Haddrill calls for stronger FRC powers [longer lead, photo of Haddrill]

Accountants could find their influence with the Financial Reporting Council reduced, suggests Stephen Haddrill, recently appointed FRC chief executive and former director general of the Association of British Insurers.  “There has been a concern within the ABI that the voice of the professions within the FRC is too strong,” he told the Mail on Sunday.  “That is a view with which I have some sympathy, which is why I have set-up the [FRC’s] investors’ group.”  Haddrill also indicated that the FRC should have increased powers to use and share information about the accountancy profession.  “Legal restrictions stop us sharing information, not only with outside bodies but even within the FRC,” he said.  “For example, one part of the FRC may be looking at a company’s accounts, while another part may be looking at its audit, but they cannot confer.”  He added that he wants the FRC to have a broader range of disciplinary options for accountancy and actuarial professions who misbehave.

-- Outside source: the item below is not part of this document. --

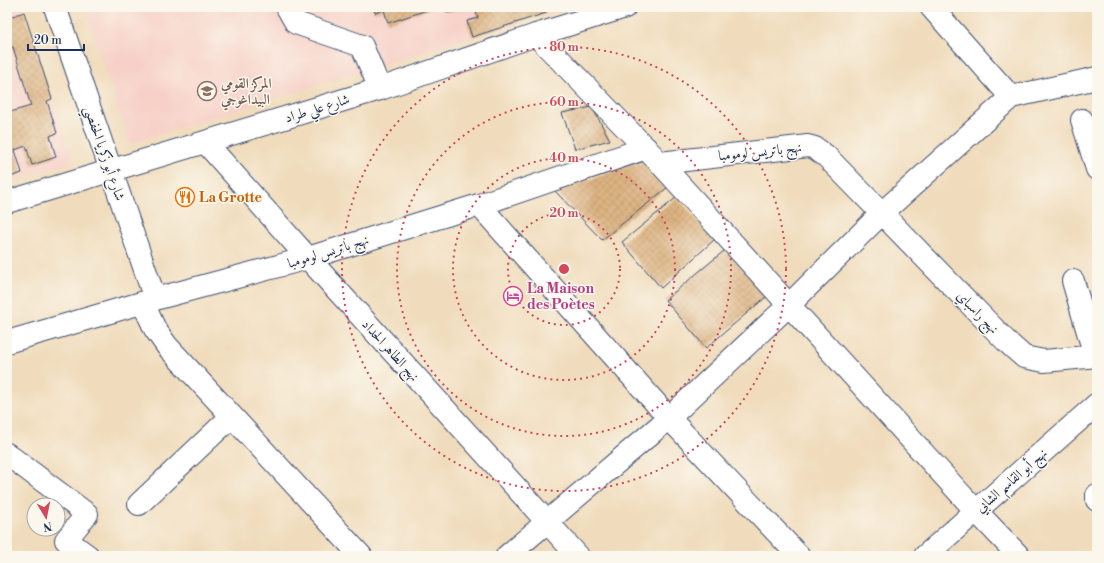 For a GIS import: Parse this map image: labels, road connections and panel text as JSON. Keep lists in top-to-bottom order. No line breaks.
{"streets":{"street":["شارع علي طراد","نهج باتريس لومومبا","شارع أبو زكريا الحفصي","نهج راسباي","نهج الطاهر الحداد","نهج أبو القاسم الشابي"]},"crossings":[["شارع علي طراد","شارع أبو زكريا الحفصي"],["شارع علي طراد","نهج الطاهر الحداد"],["نهج باتريس لومومبا","شارع أبو زكريا الحفصي"],["نهج باتريس لومومبا","نهج راسباي"],["نهج باتريس لومومبا","نهج الطاهر الحداد"]],"places":{"school or university":["المركز القومي البيداغوجي"],"restaurant":["La Grotte"],"hotel":["La Maison des Poètes"]},"scale_bar":"20 m","north":"bottom","rings":["80 m","60 m","40 m","20 m"]} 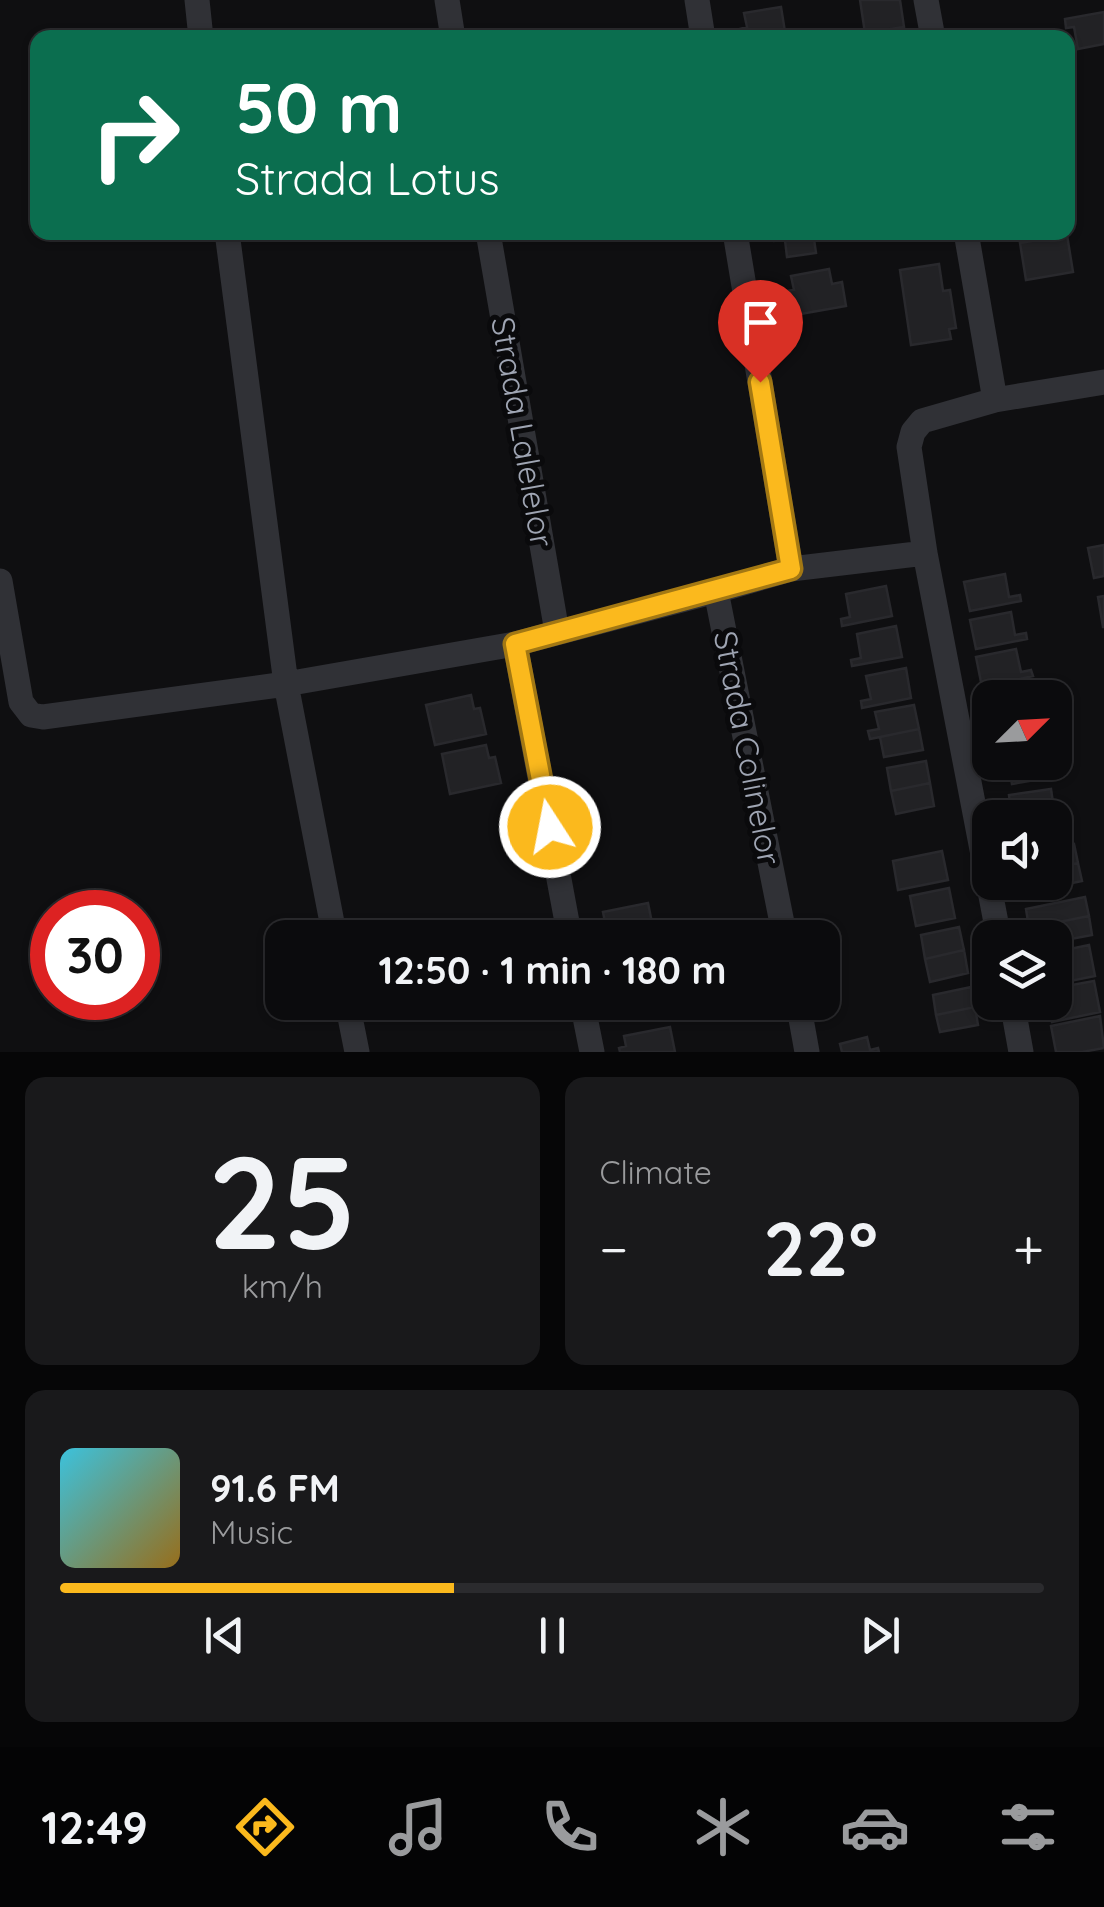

HMRC plays hardball with soccer clubs

HMRC has launched a legal action to challenge the football creditor rule (FCR), which requires clubs that become insolvent to prioritise payments to other clubs and those closely connected to the sport.  A spokesman for HMRC said: “There is no legal basis for the football creditor rule. Non football creditors are being seriously short changed and enough is enough.”  It is asking the High Court to declare that the FCR is unlawful, against public policy and to prevent its use and states that it is acting in the interests of all non-football creditors. A Premier League spokesman confirmed that the League would “robustly defend its position”. 

NAO gains full access to BBC

The Government has pledged to give the National Audit Office “full access to the BBC’s accounts to ensure transparency”.  In April, Edward Leigh MP, the then chairman of the House of Commons Public Accounts Committee, complained: “The BBC is currently immune from being properly held to account for its spending of billions of pounds of public money. It is a publicly owned and funded organization, receiving an annual grant from Parliament. But, unlike other such organizations, it is not accountable to Parliament for the public money it spends through audit by the Comptroller and Auditor General.”

 

HMRC guilty of new data leak

As many as 50,000 letters containing private income and tax information have been sent inadvertently by HMRC to the wrong taxpayers.  A spokesman for HMRC said: “Unfortunately an error has occurred in one of the tax credits print runs causing some customer information to be wrongly formatted. Investigations are underway to identify the cause of the problem and we will be contacting affected customers in writing, apologising and providing a corrected award notice. An initial analysis shows that ID theft could not result from this printing error.” 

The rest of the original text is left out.